KETIK, MALANG – Peringatan Hari Kartini yang biasanya identik dengan kebaya dan kegiatan seremonial, dihadirkan dengan cara berbeda oleh siswa SMP Progresif Spemuga (SMP Muhammadiyah 3) Surabaya. Mereka merayakannya melalui kegiatan napak tilas ke sejumlah titik edukatif di Malang, mulai dari sumber air, masjid, hingga museum. 

Kegiatan ini menjadi bagian dari pembelajaran kontekstual yang dirancang sekolah agar siswa tidak hanya mengenal sosok Raden Ajeng Kartini melalui teori, tetapi juga memahami nilai perjuangannya secara langsung.

Kepala SMP Progresif Spemuga, Maria Ellen Veronica, mengatakan pendekatan tersebut merupakan upaya sekolah untuk menghadirkan peringatan Hari Kartini yang lebih bermakna.

" Spemuga memang ingin memperingati Kartini dengan cara progresif. Bukan seremonial, anak-anak langsung membuat dan mempresentasikan karyanya di perjalanan", ujar Maria Ellen Veronica.

Ia menambahkan, semangat emansipasi yang diperjuangkan Kartini perlu ditanamkan melalui pengalaman nyata agar lebih membekas bagi siswa.

Baca Juga:
Dosen HTN Malang: Kartini Pejuang Literasi Hukum Pertama Perempuan Indonesia

“Kami tak ingin merayakan Kartini lewat seremonial kaku. Di Spemuga, nilai ‘terang’ harus dijemput dengan bergerak langsung. Kami ajak anak-anak keluar zona nyaman agar semangat perjuangan itu benar-benar meresap di ingatan, bukan sekadar menjadi hafalan,” lanjutnya.

Secara umum, peringatan Hari Kartini setiap 21 April di berbagai daerah masih didominasi kegiatan simbolik seperti lomba busana atau upacara tematik. Namun, pendekatan berbasis pengalaman seperti ini dinilai lebih relevan dengan kebutuhan pembelajaran saat ini.

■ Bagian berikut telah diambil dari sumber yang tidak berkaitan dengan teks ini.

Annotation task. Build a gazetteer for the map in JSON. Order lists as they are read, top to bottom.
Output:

Selama kegiatan berlangsung, para siswa terlihat antusias mengikuti setiap rangkaian. Mereka aktif berdiskusi, mengamati lingkungan sekitar, hingga mempresentasikan hasil pemahaman mereka di lokasi yang dikunjungi.

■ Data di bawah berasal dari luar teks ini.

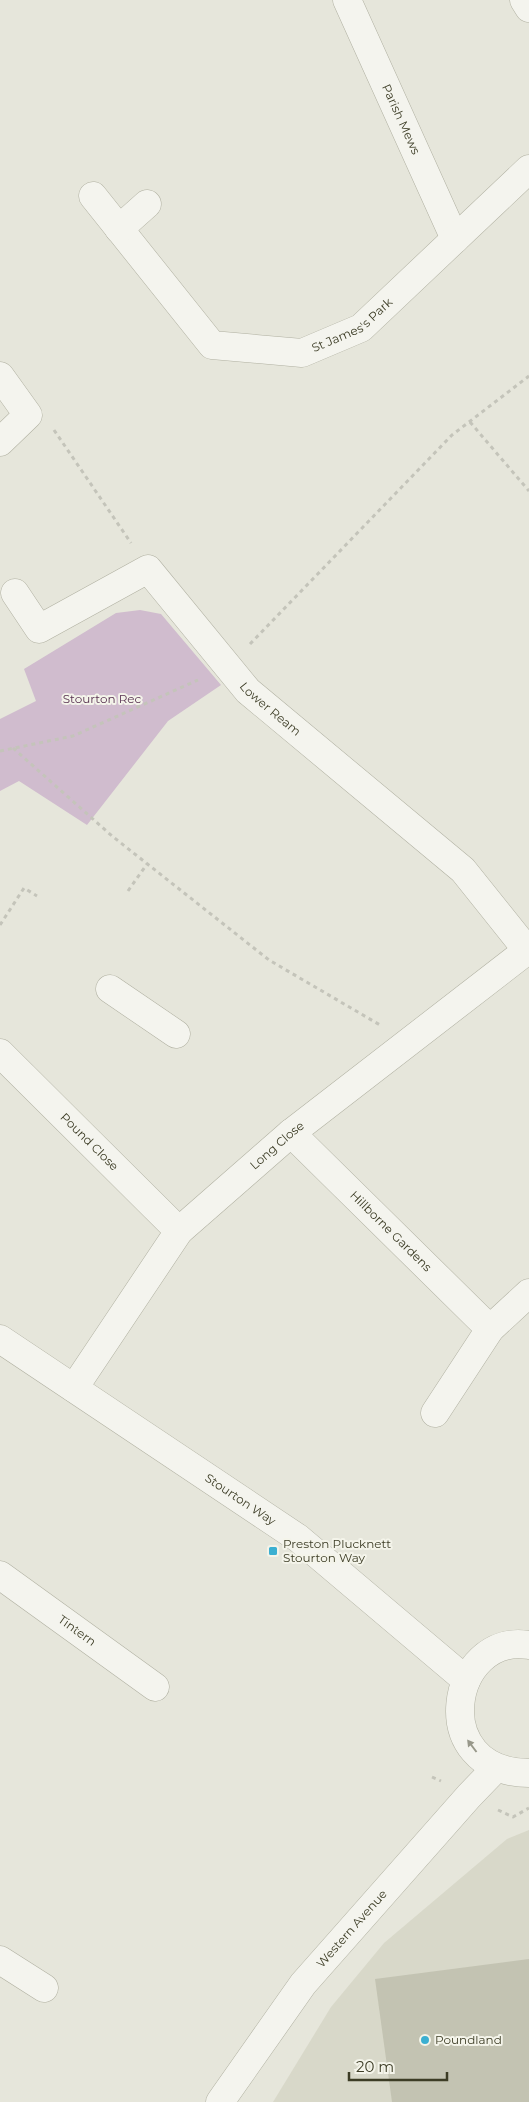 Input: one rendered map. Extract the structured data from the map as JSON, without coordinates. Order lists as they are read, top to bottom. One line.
{"streets":{"street":["Parish Mews","St James's Park","Lower Ream","Pound Close","Long Close","Hillborne Gardens","Stourton Way","Tintern","Western Avenue"]},"crossings":[["Parish Mews","St James's Park"],["Lower Ream","Long Close"],["Pound Close","Long Close"],["Long Close","Hillborne Gardens"],["Long Close","Stourton Way"]],"parks":["Stourton Rec"],"places":{"transit":["Preston Plucknett Stourton Way"],"other":["Poundland"]},"scale_bar":"20 m"}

Kunjungan ke sumber air dan masjid tidak hanya mengenalkan aspek sejarah, tetapi juga menanamkan nilai spiritualitas dan kepedulian terhadap lingkungan. Sementara itu, museum menjadi ruang pembelajaran untuk memahami perjalanan perjuangan perempuan Indonesia.

Baca Juga:
Kado Hari Kartini dari Khofifah, Ratusan Buruh Rokok dan Pelaku Usaha Perempuan Terima Bantuan Modal

Pendekatan ini menunjukkan bahwa peringatan Hari Kartini tidak harus selalu identik dengan seremoni. Lebih dari itu, momentum tersebut dapat dimanfaatkan sebagai ruang pembelajaran yang lebih hidup, kontekstual, dan relevan bagi generasi muda. (*)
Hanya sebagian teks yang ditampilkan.